Brunei Darussalam
AI behavior law: bot and agent disclosure, crawler and training-data rules, automated-agent transactions, and algorithmic decision-making.
Summary
Brunei presents moderate crawling risk under a civil-law-influenced common-law system with no EU baseline. The Computer Misuse Act (Cap. 194, 2007 revision) criminalises unauthorised access to computer systems; public pages carry implicit authorisation. The Personal Data Protection Order 2025 (PDPO, gazetted 8 January 2025, operative 1 January 2026) is now in force — the one-year grace period has expired and AITI (Authority for the Information and Communication Technology Industry) is the enforcing authority. The PDPO applies to private-sector organisations and NGOs (not government entities), imposes GDPR-influenced obligations, and includes penalties up to BND 1 million (or 10% of annual Brunei turnover for larger organisations) or up to 3 years imprisonment. The Cybersecurity Act (Cap. 272, revised 2024) adds a parallel licensing and incident-reporting framework.

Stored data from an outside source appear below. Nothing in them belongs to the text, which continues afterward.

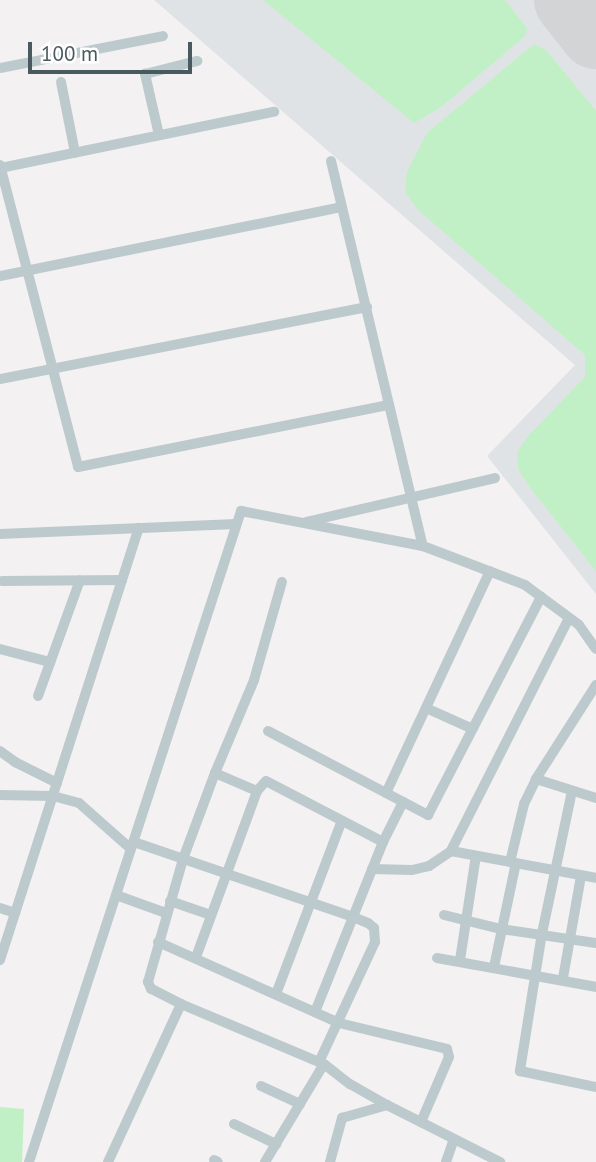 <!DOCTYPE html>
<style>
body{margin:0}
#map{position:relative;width:596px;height:1162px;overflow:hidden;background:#f3f1f2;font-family:"PT Sans",sans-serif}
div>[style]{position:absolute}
.airport>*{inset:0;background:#e0e3e5}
.green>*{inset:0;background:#c1f0c7}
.taxiway>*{height:30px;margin:-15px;padding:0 15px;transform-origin:15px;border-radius:15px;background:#d3d4d6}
.runway>*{height:74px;margin:-37px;padding:0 37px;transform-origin:37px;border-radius:37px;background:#d3d4d6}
.minor>*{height:10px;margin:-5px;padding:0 5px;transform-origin:5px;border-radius:5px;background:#bdcacd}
span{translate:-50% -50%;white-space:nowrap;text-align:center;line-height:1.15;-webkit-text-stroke:5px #fff;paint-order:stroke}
.scale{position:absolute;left:28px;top:42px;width:164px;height:32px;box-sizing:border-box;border:4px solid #495a5e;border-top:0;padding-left:9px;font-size:21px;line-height:24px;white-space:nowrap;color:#495a5e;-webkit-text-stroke:5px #fff;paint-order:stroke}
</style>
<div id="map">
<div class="airport">
<div style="clip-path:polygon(154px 0,596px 0,596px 594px,487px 456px,575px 365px)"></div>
</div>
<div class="green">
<div style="clip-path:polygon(263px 0,505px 0,527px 28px,525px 36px,441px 107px,414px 123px)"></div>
<div style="clip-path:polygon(534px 44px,547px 51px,596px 111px,596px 571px,531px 489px,519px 471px,517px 458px,518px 451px,529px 435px,585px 377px,585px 355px,417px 209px,405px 192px,407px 171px,427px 133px)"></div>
<div style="clip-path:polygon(0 1107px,24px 1109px,22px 1162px,0 1162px)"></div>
</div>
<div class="taxiway">
<div style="left:574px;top:0;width:6px;rotate:72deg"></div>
<div style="left:591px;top:25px;width:7px;rotate:45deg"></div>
</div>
<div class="runway">
<div style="left:571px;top:0;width:41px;rotate:52deg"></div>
</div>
<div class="minor">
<div style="left:0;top:68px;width:166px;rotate:-11.1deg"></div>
<div style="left:61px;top:82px;width:72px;rotate:78.8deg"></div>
<div style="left:159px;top:135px;width:63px;rotate:-102.9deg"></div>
<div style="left:145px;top:74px;width:54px;rotate:-14deg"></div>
<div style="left:331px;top:161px;width:396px;rotate:76.6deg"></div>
<div style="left:0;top:165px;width:312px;rotate:75.5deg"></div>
<div style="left:78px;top:467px;width:317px;rotate:-11.3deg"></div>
<div style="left:0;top:168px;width:280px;rotate:-11.6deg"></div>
<div style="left:0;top:276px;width:348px;rotate:-11.4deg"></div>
<div style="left:0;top:379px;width:374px;rotate:-11.1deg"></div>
<div style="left:306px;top:522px;width:194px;rotate:-13.1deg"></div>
<div style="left:0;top:534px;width:236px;rotate:-2.4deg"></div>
<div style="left:2px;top:581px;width:120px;rotate:-0.5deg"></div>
<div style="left:569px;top:618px;width:261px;rotate:116.9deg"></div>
<div style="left:451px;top:851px;width:147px;rotate:10.5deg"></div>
<div style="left:0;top:649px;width:52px;rotate:14.6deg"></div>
<div style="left:596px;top:685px;width:112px;rotate:122.6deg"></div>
<div style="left:536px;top:779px;width:63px;rotate:17.6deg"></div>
<div style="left:38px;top:696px;width:123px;rotate:-70.1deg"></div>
<div style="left:426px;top:708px;width:51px;rotate:24.1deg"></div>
<div style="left:268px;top:731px;width:181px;rotate:27.7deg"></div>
<div style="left:428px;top:815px;width:246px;rotate:-62.6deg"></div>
<div style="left:0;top:751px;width:19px;rotate:36deg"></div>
<div style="left:15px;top:762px;width:47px;rotate:26.6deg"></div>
<div style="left:215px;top:773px;width:101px;rotate:-67.2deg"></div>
<div style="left:254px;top:680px;width:102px;rotate:-74.1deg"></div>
<div style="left:572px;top:791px;width:145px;rotate:101.9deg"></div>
<div style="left:542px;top:933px;width:140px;rotate:99.1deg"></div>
<div style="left:520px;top:1071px;width:78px;rotate:11.9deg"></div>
<div style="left:386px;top:793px;width:245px;rotate:-64.9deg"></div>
<div style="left:0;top:795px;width:53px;rotate:1.1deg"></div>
<div style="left:53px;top:796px;width:27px;rotate:15deg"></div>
<div style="left:79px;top:803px;width:69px;rotate:41.5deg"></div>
<div style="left:134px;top:842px;width:231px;rotate:18.9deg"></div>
<div style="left:353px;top:917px;width:81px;rotate:-68.2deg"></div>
<div style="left:510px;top:862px;width:60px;rotate:-76.4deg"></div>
<div style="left:524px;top:804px;width:28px;rotate:-64deg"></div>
<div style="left:372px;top:869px;width:40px;rotate:1.4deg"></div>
<div style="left:412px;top:870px;width:17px;rotate:-13deg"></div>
<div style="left:429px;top:866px;width:27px;rotate:-34deg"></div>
<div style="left:116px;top:895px;width:53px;rotate:19.8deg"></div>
<div style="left:170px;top:901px;width:43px;rotate:18.9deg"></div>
<div style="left:0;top:908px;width:16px;rotate:18deg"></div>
<div style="left:444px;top:915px;width:59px;rotate:13.8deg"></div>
<div style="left:501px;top:929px;width:96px;rotate:8.4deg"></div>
<div style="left:158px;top:942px;width:198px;rotate:24.1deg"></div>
<div style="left:339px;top:1023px;width:111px;rotate:13.5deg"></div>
<div style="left:447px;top:1049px;width:8px;rotate:76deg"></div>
<div style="left:449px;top:1057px;width:71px;rotate:113.3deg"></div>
<div style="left:196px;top:957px;width:177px;rotate:-69.8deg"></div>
<div style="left:437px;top:958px;width:162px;rotate:10.3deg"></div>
<div style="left:0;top:960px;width:454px;rotate:-72.2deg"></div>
<div style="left:460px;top:960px;width:105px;rotate:-81.3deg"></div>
<div style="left:494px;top:967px;width:106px;rotate:-78.1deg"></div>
<div style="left:563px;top:978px;width:104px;rotate:-80deg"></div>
<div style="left:276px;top:994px;width:183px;rotate:-69.2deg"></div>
<div style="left:181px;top:1004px;width:34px;rotate:-153deg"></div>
<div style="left:151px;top:989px;width:8px;rotate:-113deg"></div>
<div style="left:148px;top:982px;width:128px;rotate:-74.1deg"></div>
<div style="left:183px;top:859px;width:92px;rotate:-69.6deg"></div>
<div style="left:215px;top:773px;width:46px;rotate:23.2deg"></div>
<div style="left:257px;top:791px;width:13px;rotate:-48deg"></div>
<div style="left:266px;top:781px;width:132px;rotate:27.5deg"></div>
<div style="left:383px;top:842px;width:45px;rotate:-63.4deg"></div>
<div style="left:315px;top:1012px;width:102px;rotate:-68.2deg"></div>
<div style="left:353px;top:917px;width:16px;rotate:22deg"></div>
<div style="left:368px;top:923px;width:8px;rotate:40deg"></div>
<div style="left:374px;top:928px;width:14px;rotate:86deg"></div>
<div style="left:375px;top:942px;width:132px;rotate:115deg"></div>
<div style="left:261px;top:1086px;width:43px;rotate:24.8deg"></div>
<div style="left:234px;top:1124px;width:47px;rotate:25.5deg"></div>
<div style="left:214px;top:1160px;width:4px;rotate:27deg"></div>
<div style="left:29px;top:1162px;width:685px;rotate:-71.96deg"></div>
<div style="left:241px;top:511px;width:185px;rotate:10.9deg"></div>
<div style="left:423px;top:546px;width:109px;rotate:20.9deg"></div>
<div style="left:525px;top:585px;width:67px;rotate:36.5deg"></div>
<div style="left:579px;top:625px;width:29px;rotate:55deg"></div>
<div style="left:108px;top:1162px;width:174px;rotate:-65.2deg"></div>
<div style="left:181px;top:1004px;width:155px;rotate:22.8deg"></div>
<div style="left:324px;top:1064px;width:33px;rotate:38deg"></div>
<div style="left:350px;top:1084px;width:43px;rotate:29.6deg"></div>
<div style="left:265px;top:1162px;width:114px;rotate:-59deg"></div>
<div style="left:330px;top:1162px;width:46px;rotate:-74.7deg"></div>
<div style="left:342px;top:1118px;width:47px;rotate:-16.1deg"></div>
<div style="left:387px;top:1105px;width:127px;rotate:26.8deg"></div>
<div style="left:446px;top:1162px;width:24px;rotate:-71deg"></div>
</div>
<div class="scale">100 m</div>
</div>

No TDM copyright exception exists; the Copyright Order 1999 uses a narrow fair-dealing model. No sui generis database right. Implementing regulations and enforcement guidance from AITI are still emerging, warranting a continued fast_moving flag.
Automated-access legality
Carried forward from the crawler-law index. Governs whether automated clients may access public websites in this jurisdiction.
| Dimension | Value |
|---|---|
| Authorization test | without permission |
| Public-page carve-out | unsettled |
| Terms-of-service browsewrap enforceable | notice dependent |
| Terms-of-service clickwrap enforceable | yes |
| Copyright exception model | fair dealing narrow |
| Text and data mining — commercial status | prohibited |
| Text and data mining — opt-out mechanism | none |
| robots.txt legal weight | non binding notice |
| AI training-specific law | none |
| Privacy regime | Personal Data Protection Order 2025 (gazetted 8 January 2025, operative 1 January 2026; AITI as supervisory authority) |
| Trespass to chattels | not recognized |
Last reviewed: 2026-05-24. Confidence: medium. Fast-moving area — verify before relying. Not legal advice.